In Hinduism the three most important Gods are Brahma the Creator, Vishnu the Preserver and Shiva the Destroyer. Shiva is mentioned in the Rig Veda - one of the earliest religious books of India and continues to be worshipped to the present day. Shiva is depicted as an ascetic clad in a deerskin. He carries a trident and is accompanied by his consort, the female deity Parvati, and his son, the elephant- headed God Ganesha.
According to legend, Shiva was asked by Parvati to tell her the secret of immortality. He resisted for a long while, however her repeated insistence led to his agreeing to reveal the secret to her. They traveled to an isolated location in the Himalayas, where no one could overhear the secret. On the way Shiva left Nandi the Bull, at Pahalgam (Bail gaon). He released the moon from his hair at Chandanwari. At Sheshnag peak, he released his snakes and Ganesh was left behind at Mahagunas Hill (Mahaganesh Hill). At Panchtarni, Shiva left behind the five elements (Earth, Water, Air, Fire and Sky) and accompanied by Parvati entered the cave. Here he meditated seated on his deer skin. To ensure that no living creature heard the secret he created a fire to destroy all life around him and then began to disclose the secret of immortality to Parvati. However a pigeon's egg hidden beneath Shiva's deerskin remined unharmed by the fire. A pair of pigeons, who overheard the secret of immortality, were born from this egg and even today pilgrims who visit the holy cave can see a pair of pigeons nesting here. Since the secret of immortality (Amar Katha) was revealed within this cave, it came to be known as Amarnath.
The climate along the route to the Amarnath Cave is very cold. Though days may be sunny, rain or snowfall may occur at any time. The night temperature can drop to -5 Degrees Celcius.
All yatris must be registered with the Jammu and Kashmir Government and are issued a registration-cum-identity slip, which they should carry with them at all times.

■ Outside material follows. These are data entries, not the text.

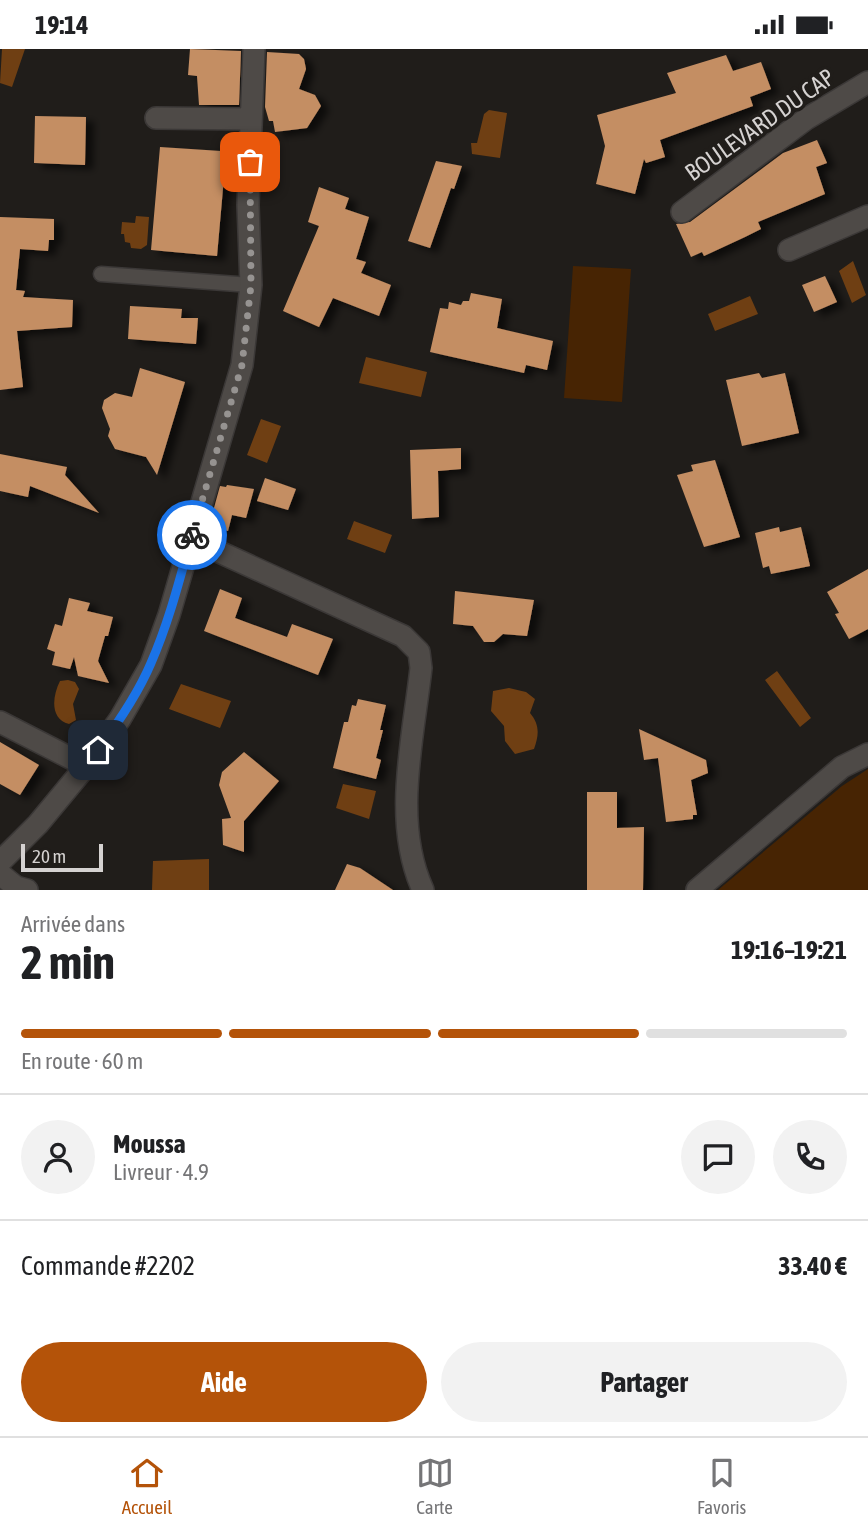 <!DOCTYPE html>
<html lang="fr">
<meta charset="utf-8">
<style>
:root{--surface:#fff;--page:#f2f2f2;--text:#202124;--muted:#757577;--line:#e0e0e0;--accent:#b45309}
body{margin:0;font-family:"Asap Condensed",sans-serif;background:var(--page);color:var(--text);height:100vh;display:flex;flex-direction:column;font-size:26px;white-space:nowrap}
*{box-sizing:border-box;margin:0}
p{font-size:23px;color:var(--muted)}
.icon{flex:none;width:38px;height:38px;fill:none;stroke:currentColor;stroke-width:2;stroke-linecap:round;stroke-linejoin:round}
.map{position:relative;height:841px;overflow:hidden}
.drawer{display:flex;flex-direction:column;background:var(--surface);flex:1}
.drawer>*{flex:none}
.scale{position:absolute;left:21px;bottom:18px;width:82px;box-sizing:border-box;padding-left:7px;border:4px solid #d5d2d1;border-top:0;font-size:19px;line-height:24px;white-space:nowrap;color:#d5d2d1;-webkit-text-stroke:5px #201d1a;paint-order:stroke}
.pin{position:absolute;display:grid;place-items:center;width:60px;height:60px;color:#fff;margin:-30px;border-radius:14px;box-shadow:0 4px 10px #0006}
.courier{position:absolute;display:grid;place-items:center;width:70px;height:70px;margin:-35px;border:5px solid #1a73e8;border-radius:50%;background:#fff;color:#222;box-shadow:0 2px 9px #0007}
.head em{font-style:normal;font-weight:700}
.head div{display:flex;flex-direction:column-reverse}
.head{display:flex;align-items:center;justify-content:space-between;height:119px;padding:0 21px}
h1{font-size:46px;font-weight:700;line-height:52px}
.bar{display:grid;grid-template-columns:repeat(4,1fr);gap:10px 7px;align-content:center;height:84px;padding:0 21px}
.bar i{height:9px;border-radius:5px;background:var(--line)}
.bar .selected{background:var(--accent)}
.bar p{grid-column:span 4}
.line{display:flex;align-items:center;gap:18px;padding:0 21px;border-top:2px solid var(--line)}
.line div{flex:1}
.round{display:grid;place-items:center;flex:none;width:74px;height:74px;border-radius:37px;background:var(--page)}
.button{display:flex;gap:14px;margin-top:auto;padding:14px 21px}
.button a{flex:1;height:80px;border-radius:42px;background:var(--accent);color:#fff;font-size:28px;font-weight:700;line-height:80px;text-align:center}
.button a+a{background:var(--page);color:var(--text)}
.status{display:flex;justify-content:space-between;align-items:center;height:49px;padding:0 35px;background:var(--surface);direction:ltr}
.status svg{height:19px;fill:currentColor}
.tabs{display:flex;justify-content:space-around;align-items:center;height:98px;border-top:2px solid var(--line);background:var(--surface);font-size:19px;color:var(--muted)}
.tabs a{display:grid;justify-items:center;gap:4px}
.tabs .selected{color:var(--accent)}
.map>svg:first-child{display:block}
.green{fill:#472403}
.water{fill:#6f3f13}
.building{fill:#c48e64;filter:url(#shadow)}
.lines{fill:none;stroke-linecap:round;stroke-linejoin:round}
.lane-casing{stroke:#3b3837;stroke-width:17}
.street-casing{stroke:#3b3837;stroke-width:24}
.lane{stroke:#4e4a47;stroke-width:14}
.street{stroke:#4e4a47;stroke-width:21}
.done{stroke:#969391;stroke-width:7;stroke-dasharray:0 12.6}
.route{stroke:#1a73e8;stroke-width:9}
.labels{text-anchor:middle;stroke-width:7;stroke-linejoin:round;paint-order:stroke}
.street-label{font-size:24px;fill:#d5d2d1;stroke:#201d1a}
</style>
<div class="status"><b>19:14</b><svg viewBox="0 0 49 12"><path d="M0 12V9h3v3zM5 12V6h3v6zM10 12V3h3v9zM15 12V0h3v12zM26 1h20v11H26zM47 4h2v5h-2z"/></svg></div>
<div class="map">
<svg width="868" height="841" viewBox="0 0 868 841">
<defs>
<filter id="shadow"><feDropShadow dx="8" dy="4.5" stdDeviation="3.5" flood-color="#0009"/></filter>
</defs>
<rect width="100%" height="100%" fill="#201d1a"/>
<path class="green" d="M573 217 631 220 622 353 564 349Z
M868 720V841H718L842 737Z"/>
<path class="water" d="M2 0H25L12 38 0 34Z
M489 61 507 64 500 109 472 105 471 94H477L484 65Z
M136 167 149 168 147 196 141 200 131 199 130 194 125 193 124 185H121L122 173 135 174Z
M853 212 866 246 852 254 839 222Z
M750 247 758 265 715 282 708 265Z
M366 308 427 323 421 348 359 334Z
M261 370 281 377 267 414 247 406Z
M354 472 392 486 385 504 347 490Z
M777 622 811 669 800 678 765 631Z
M68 631 75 633 79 640 73 655 76 671 69 675C50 670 52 648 60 632Z
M181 635 231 652 220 679 169 660Z
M509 639 526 643 535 650 530 664C540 676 539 686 534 700L515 705 505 692 504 677 491 662 493 642Z
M343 735 376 742 369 770 336 759Z
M209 810V841H152L153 812Z"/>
<path class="building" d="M190 0 241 2 239 56H199L197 27 188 26Z
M267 3 299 5 304 10 306 20 299 40 315 46 321 57 307 79 275 83 273 72H269L265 58Z
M726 6 733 22 761 13 771 40 750 48 753 57 660 91 665 108 646 114 644 110 635 145 596 135 605 97 597 66 676 44 667 24Z
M35 67 86 68 85 116 34 114Z
M817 91 827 114 816 118 825 145 758 173 761 180 745 188 704 207 702 203 691 208 676 175 690 173 783 104Z
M160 98 221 102 220 116 225 117 217 207 151 201Z
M436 112 462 117 454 140 451 139 430 199 408 192Z
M319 138 349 149 345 160 369 168 356 210 366 213 361 224 391 236 379 267 333 249 319 278 283 262 319 177 308 173Z
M0 168 54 170V191H49L48 202 20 200 16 241 25 242 23 248 73 251 72 278 17 282 23 338 0 341Z
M825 227 837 253 814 263 802 236Z
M471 244 502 250 497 279 553 292 547 321 526 316 524 324 430 303 440 259 448 260 449 253 461 256 463 252H469Z
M130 257 182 260 181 269H198L196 295 128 290Z
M140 319 185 333 157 426 146 408 115 400 108 387 110 380 102 359 104 351 115 344 132 348Z
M759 324 762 329 785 324 799 384 742 397 726 331Z
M461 399V420L438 422 439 468 412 470 410 401Z
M0 405 67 418 65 426 99 464 30 437 28 448 0 442Z
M715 411 740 488 704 498 677 426 693 422 691 416Z
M265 429 296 440 288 461 257 452Z
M227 436 254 440 246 469 232 466 228 482 209 477 220 437 226 438Z
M779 478 780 483 801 478 810 517 771 525 769 517 763 519 755 484Z
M868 520V580L849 590 835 565 839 564 827 543Z
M220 540 242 549 235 569 287 588 292 575 333 590 318 626 204 582Z
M455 542 534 551 527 587 503 585 494 593H484L473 577 453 575Z
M69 549 90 554 87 562 113 568 108 587H105L98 612 109 634 78 627 74 608 70 620 52 616 55 603 47 600 55 575 62 577Z
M358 650 386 656 380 681H383L376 709 381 711 376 730 333 719 344 673H348L352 656 356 657Z
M639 680 706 711 708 724 691 731 697 766H693V770L666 773 658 709 644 711Z
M0 693 39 716 20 746 0 735Z
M244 703 279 732 244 772V803L223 796 222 770 231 769 219 736 222 723Z
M587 743H617V779L644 778 643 841H587Z
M347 815 360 819 393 841H335Z"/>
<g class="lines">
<g class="lane-casing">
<path id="lane" d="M101 225 251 236"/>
</g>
<g class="street-casing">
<path id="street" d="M156 69 251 70
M682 163 806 70 868 33
M789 201 868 167
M191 490 403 587 419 603 421 619C413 691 392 773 423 841
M0 673 86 717
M0 813 38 775 86 717 120 670 151 616 169 566 242 316 251 236 248 156 254 0
M0 825 16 838 27 841
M697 841 842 718 868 705"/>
</g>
<use href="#lane" class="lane"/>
<use href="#street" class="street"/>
</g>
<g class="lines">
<path class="done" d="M192 486 242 316 251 236 250 113"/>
<path class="route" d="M98 701C118 674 138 645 151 614 169 573 180 529 192 486"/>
</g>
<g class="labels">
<g class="street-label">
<text transform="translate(760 76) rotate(-35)" y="8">BOULEVARD DU CAP</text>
</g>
</g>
</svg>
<div class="scale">20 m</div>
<div class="pin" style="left:250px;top:113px;background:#ea580c"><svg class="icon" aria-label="bag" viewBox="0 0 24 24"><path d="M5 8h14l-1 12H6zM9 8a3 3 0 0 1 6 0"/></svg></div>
<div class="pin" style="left:98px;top:701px;background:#1f2937"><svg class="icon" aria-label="home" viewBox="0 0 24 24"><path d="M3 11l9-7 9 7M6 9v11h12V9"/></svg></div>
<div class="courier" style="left:192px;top:486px"><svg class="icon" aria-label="bike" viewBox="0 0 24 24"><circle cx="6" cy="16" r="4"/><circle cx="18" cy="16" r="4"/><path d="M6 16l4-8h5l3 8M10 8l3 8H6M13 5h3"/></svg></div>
</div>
<section class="drawer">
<div class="head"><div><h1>2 min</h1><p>Arrivée dans</p></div><em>19:16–19:21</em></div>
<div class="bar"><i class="selected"></i><i class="selected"></i><i class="selected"></i><i></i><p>En route · 60 m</p></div>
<div class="line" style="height:126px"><a class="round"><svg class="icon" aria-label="person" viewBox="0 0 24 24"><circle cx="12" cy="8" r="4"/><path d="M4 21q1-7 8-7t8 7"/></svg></a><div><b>Moussa</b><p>Livreur · 4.9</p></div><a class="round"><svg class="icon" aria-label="chat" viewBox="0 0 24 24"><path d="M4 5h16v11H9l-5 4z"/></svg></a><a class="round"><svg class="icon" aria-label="phone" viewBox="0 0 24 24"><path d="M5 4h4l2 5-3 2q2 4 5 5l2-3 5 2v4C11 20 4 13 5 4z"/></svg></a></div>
<div class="line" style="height:91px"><div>Commande #2202</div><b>33.40 €</b></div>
<div class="button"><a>Aide</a><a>Partager</a></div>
</section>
<nav class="tabs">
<a class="selected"><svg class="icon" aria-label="home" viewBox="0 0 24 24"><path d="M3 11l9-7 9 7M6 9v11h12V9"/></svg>Accueil</a>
<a><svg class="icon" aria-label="map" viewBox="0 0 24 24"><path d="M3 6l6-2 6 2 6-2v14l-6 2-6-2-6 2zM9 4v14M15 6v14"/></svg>Carte</a>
<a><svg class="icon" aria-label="saved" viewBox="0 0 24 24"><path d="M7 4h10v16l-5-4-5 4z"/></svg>Favoris</a>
</nav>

The holy shrine of Amarnath is situated 145 km from Srinagar, the capital of the North Indian state of Jammu & Kashmir. Located at an altitude of 3888 m above sea level, the Amarnath Cave is considered holy by Hindus. Every year a giant stalagmite or pillar of ice in the shape of a phallus, forms within this cave. This ice pillar is worshipped as a lingam - a symbol of Shiva - and thousands of pilgrims travel across the mountains to pray at the holy Amarnath cave shrine, in July and August every year.
Amarnath Yatra Route
Around 150,000 pilgrims undertake the Amarnath Yatra every year. A priest carrying the Chari Mubarak or holy scepter of Shiva, leads the yatris up to the cave. There are 2 routes to the holy Amarnath Cave. The routes are as follows:
The Amarnath cave is about 45 m (150 feet) high, 27 m (90 feet) long and faces south. Inside the cave, there are four to five ice formations resembling figures of various gods. According to the tradition, the largest one is worshipped as Amarnath or Shiva, one on the left side of the lingam is an ice formation worshipped as Ganesha, and on the right is an ice formation worshipped as Parvati. Inside the Amarnath cave is another small cave to the left of the image, from which a chalk-like substance is given out to pilgrims as Vibhuti or holy ash.